- Opening Delimiter -

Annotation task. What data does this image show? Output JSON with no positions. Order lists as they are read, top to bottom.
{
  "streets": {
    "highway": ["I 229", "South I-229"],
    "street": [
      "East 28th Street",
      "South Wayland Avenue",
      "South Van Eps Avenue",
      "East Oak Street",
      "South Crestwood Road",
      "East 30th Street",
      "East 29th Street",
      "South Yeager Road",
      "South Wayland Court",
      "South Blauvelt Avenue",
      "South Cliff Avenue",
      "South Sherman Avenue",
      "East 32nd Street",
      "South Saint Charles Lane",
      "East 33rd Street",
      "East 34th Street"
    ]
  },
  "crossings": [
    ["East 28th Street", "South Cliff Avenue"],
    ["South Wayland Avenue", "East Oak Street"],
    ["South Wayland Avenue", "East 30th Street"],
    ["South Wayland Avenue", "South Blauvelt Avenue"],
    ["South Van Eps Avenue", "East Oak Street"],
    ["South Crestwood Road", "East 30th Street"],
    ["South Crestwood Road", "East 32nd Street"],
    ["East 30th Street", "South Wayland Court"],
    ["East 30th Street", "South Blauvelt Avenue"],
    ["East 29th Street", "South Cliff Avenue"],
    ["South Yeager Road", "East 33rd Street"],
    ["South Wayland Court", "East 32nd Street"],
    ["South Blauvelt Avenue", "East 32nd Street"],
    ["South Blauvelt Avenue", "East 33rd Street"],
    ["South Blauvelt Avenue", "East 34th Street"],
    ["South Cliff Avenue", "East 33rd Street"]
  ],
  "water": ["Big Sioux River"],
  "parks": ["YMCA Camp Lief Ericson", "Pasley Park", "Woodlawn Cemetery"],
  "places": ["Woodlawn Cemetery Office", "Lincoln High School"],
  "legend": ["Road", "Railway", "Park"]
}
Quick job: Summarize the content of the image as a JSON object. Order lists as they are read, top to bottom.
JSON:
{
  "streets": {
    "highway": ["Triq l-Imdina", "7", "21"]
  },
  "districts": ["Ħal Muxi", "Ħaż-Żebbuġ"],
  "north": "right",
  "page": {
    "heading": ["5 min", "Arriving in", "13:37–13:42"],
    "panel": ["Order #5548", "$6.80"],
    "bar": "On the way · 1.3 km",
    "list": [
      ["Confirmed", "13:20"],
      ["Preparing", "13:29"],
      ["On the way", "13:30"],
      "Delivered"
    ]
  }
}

- Closing Delimiter -

# [DIRECTIONS FOR THIS TASK]
Write out the records once more, precisely as they stand.

# [REPLY TO THE EXERCISE]
Annotation task. What data does this image show? Output JSON with no positions. Order lists as they are read, top to bottom.
{
  "streets": {
    "highway": ["I 229", "South I-229"],
    "street": [
      "East 28th Street",
      "South Wayland Avenue",
      "South Van Eps Avenue",
      "East Oak Street",
      "South Crestwood Road",
      "East 30th Street",
      "East 29th Street",
      "South Yeager Road",
      "South Wayland Court",
      "South Blauvelt Avenue",
      "South Cliff Avenue",
      "South Sherman Avenue",
      "East 32nd Street",
      "South Saint Charles Lane",
      "East 33rd Street",
      "East 34th Street"
    ]
  },
  "crossings": [
    ["East 28th Street", "South Cliff Avenue"],
    ["South Wayland Avenue", "East Oak Street"],
    ["South Wayland Avenue", "East 30th Street"],
    ["South Wayland Avenue", "South Blauvelt Avenue"],
    ["South Van Eps Avenue", "East Oak Street"],
    ["South Crestwood Road", "East 30th Street"],
    ["South Crestwood Road", "East 32nd Street"],
    ["East 30th Street", "South Wayland Court"],
    ["East 30th Street", "South Blauvelt Avenue"],
    ["East 29th Street", "South Cliff Avenue"],
    ["South Yeager Road", "East 33rd Street"],
    ["South Wayland Court", "East 32nd Street"],
    ["South Blauvelt Avenue", "East 32nd Street"],
    ["South Blauvelt Avenue", "East 33rd Street"],
    ["South Blauvelt Avenue", "East 34th Street"],
    ["South Cliff Avenue", "East 33rd Street"]
  ],
  "water": ["Big Sioux River"],
  "parks": ["YMCA Camp Lief Ericson", "Pasley Park", "Woodlawn Cemetery"],
  "places": ["Woodlawn Cemetery Office", "Lincoln High School"],
  "legend": ["Road", "Railway", "Park"]
}
Quick job: Summarize the content of the image as a JSON object. Order lists as they are read, top to bottom.
JSON:
{
  "streets": {
    "highway": ["Triq l-Imdina", "7", "21"]
  },
  "districts": ["Ħal Muxi", "Ħaż-Żebbuġ"],
  "north": "right",
  "page": {
    "heading": ["5 min", "Arriving in", "13:37–13:42"],
    "panel": ["Order #5548", "$6.80"],
    "bar": "On the way · 1.3 km",
    "list": [
      ["Confirmed", "13:20"],
      ["Preparing", "13:29"],
      ["On the way", "13:30"],
      "Delivered"
    ]
  }
}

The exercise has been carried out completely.